Posté il y a 1 moisTemps de lecture : 5 minutes
Trois questions au Pr Mathieu Ceccaldi, chef de service de neurologie de l'hôpital de la Timone à Marseille.
Existe-t-il aujourd’hui un traitement contre la maladie d’Alzheimer ?
La réponse est oui. Deux médicaments de la classe des anticorps monoclonaux présentent une efficacité modeste mais cliniquement significative chez des patients présentant une maladie d’Alzheimer à un stade léger. Le premier, le Lecanemab, a été approuvé par la Food and drug administration (1) et le dossier est en cours d’instruction auprès de l’Agence européenne du médicament. Le second s’appelle le Donanemab. Les résultats, positifs, de l’étude menée avec ce médicament ont été rendus publics mi-juillet lors du Congrès mondial Alzheimer qui s’est déroulé à Amsterdam.
Concrètement, ces médicaments sont administrés par voie de perfusion, tous les quinze jours pour le premier, tous les mois pour le second. Ils ciblent la protéine amyloïde dont l’agrégation dans le cerveau occasionne des lésions à l’origine de la maladie d’Alzheimer.

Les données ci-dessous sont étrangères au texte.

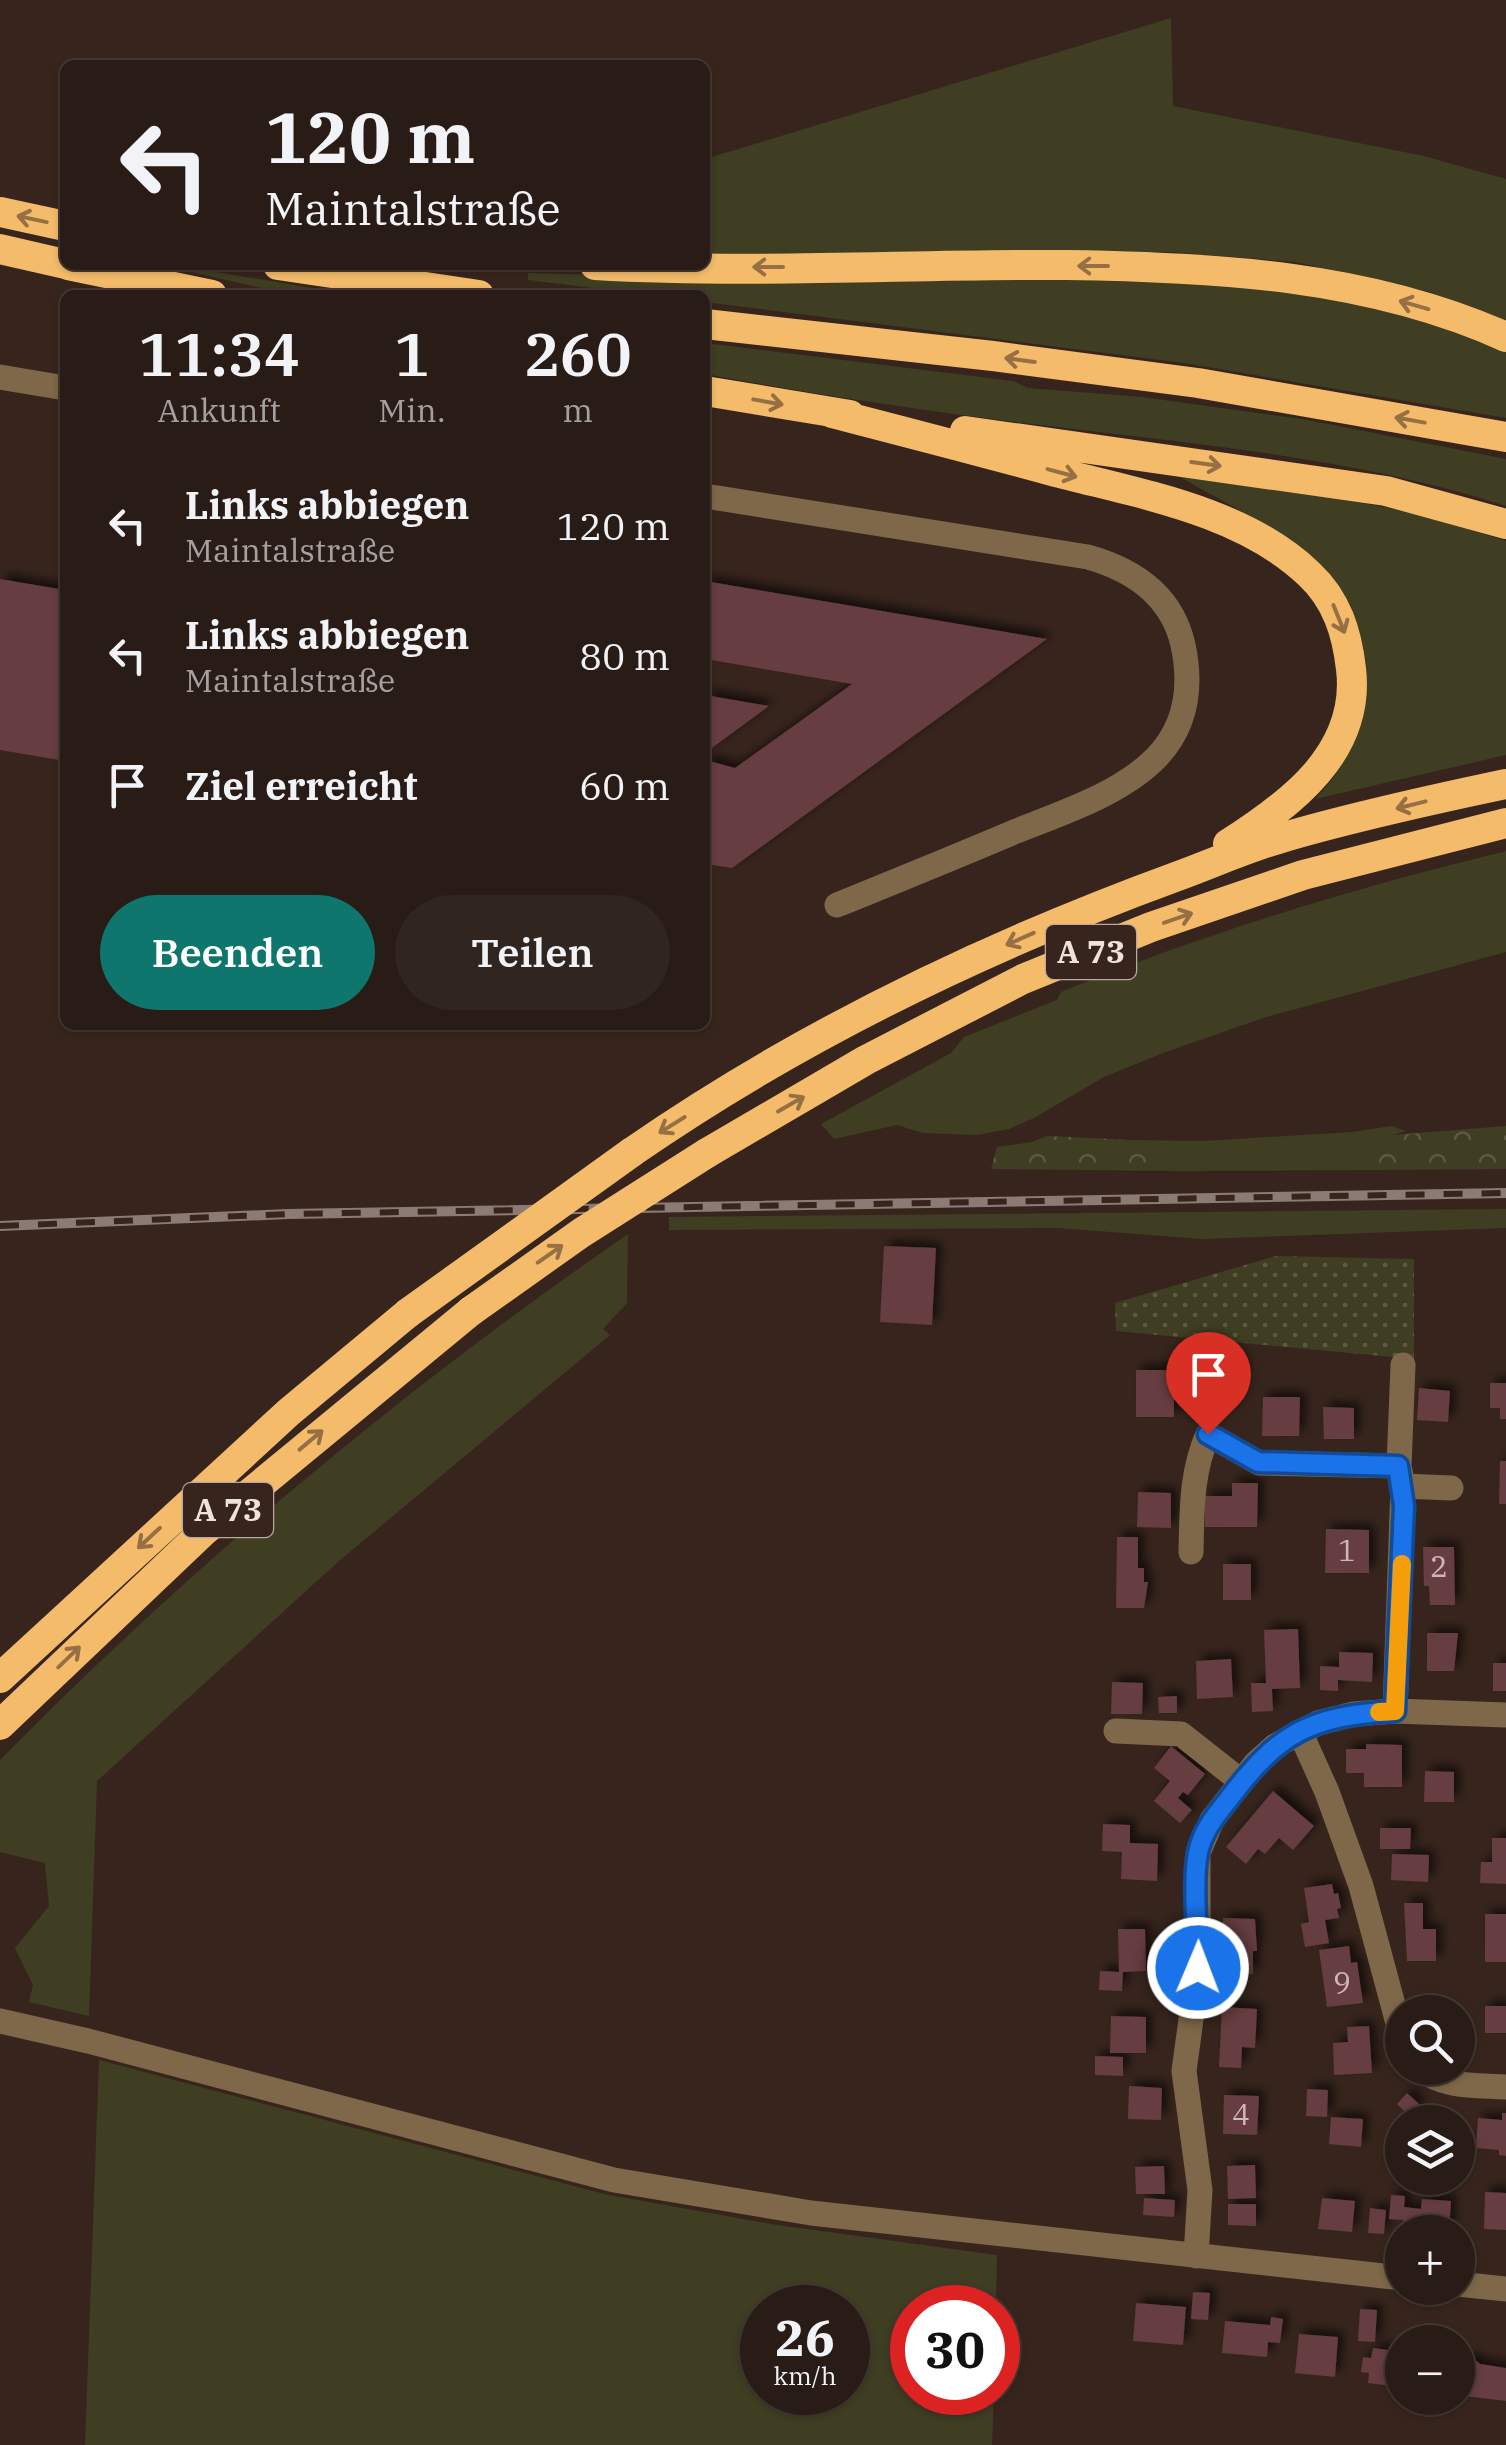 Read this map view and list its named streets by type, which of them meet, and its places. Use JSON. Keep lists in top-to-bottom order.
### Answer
{
  "streets": {
    "highway": ["A 73"]
  },
  "house_numbers": [
    "1",
    "2",
    "9",
    "4"
  ],
  "page": {
    "turn": ["120 m", "Maintalstraße"],
    "eta": [
      "11:34",
      "Ankunft",
      "1",
      "Min.",
      "260",
      "m"
    ],
    "list": [
      {
        "name": "Links abbiegen",
        "note": "Maintalstraße",
        "value": "120 m"
      },
      {
        "name": "Links abbiegen",
        "note": "Maintalstraße",
        "value": "80 m"
      },
      {
        "name": "Ziel erreicht",
        "value": "60 m"
      }
    ],
    "buttons": ["Beenden", "Teilen"],
    "map_buttons": ["+", "−"],
    "speed": "26 km/h",
    "limit": "30"
  }
}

Cette avancée nous fait entrer dans une ère thérapeutique nouvelle puisque ces médicaments agissent sur le mécanisme même de la maladie et freinent son évolution. L’effet symptomatique observé sur l’état cognitif et fonctionnel des patients traités par ces anticorps se conforte au fur et à mesure qu’ils avancent dans le suivi prévu des essais, ce qui est conforme à un effet « en cascade » du traitement anti-amyloïde : en premier lieu la charge cérébrale en protéine amyloïde neurotoxique diminue dans le cerveau des patients, puis dans un second temps, on observe les conséquences cliniques d’un ralentissement de la neurodégénérescence et on peut penser que cet effet symptomatique devrait persister voire s’amplifier avec le temps.
Tous les patients pourront-ils en bénéficier ?
Non, les deux traitements ont été testés auprès de personnes présentant une maladie qualifiée de légère : soit chez des patients autonomes en phase prodromale (2), soit chez des patients se situant au stade de démence légère de la maladie. Dans les deux cas, ces traitements ont globalement ralenti d’un tiers le déclin cognitif et fonctionnel qui se produit habituellement sur les dix-huit mois qu’a duré l’étude.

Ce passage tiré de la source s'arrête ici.